第7話

 一方その頃、ニグラス山脈麓の町にて世界の捻じれが戻ろうと動き出していた。


「しっかり働け! この魔人もどきが!」


 男は罵声と共に、青年に向かって水を浴びせる。白く美しい彼の髪は、異臭のする汚水によってその美しさを奪われる。

 青年は濡れた髪を気にすること無く、俯いたまま手元を動かす。作業は簡単だ。ゴム製の何かを小さな麻袋に入れるだけだ。

 黙々と作業をしている青年に、一際大きな女性の声が聞こえる。その声に眉をしかめながらも、青年は手を休めない。

 ここは彼にとっては地獄だ。空はとっくに暗いのに目が潰れるほど鮮やかな光、周囲を漂う生臭い異臭。建物のあちこちから聞こえる男と女の喘ぎ声。自分を家畜の様に扱い、汚物を見る目を向ける人々。

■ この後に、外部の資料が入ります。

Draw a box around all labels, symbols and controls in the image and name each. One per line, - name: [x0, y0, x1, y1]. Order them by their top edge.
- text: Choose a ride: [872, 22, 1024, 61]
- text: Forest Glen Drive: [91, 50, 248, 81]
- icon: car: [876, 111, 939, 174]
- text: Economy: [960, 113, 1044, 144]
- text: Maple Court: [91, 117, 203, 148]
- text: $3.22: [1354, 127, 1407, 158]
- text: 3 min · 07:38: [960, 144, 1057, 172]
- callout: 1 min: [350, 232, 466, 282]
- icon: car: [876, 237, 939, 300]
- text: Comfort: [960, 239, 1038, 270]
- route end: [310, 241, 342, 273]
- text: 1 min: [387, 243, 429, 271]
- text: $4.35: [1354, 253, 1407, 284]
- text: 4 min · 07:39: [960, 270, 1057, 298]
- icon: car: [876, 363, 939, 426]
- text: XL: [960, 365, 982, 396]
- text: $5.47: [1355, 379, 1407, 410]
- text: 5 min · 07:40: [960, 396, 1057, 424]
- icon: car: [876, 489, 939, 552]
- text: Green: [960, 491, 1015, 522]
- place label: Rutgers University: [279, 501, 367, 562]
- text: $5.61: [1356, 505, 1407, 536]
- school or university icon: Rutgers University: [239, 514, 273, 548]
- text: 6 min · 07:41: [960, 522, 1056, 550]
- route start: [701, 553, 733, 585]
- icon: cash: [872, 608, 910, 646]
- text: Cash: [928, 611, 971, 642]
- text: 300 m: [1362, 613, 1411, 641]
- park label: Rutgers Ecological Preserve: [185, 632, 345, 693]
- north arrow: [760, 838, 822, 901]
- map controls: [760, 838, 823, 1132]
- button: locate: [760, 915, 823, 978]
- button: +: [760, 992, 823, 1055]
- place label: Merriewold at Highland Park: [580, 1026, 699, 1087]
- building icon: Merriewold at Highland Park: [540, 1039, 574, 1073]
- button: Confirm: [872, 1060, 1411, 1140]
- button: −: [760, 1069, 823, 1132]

 彼は今すぐにでもここを出ていきたいと感じている。しかし彼にはそれが出来ない。事を成す力が彼には無いのだ。


「これが……神が作った人間か……」


 青年は心を無にして、ひたすら作業を進める。どれくらい経っただろうか。空が薄く色づき始め、周囲の喧騒が落ち着いてきた頃、汚水を浴びせてきた男が戻って来た。


「おい。店、仕舞うぞ。今日の分を出しやがれ」


 青年は男に作業の出来を見せる。


「足りねぇな」


 男の言う通り、青年の作った物の数は昨日より減っていた。だがそれはこの男が事あるごとに青年に妨害をしていたからで、決して青年がサボったからでは無い。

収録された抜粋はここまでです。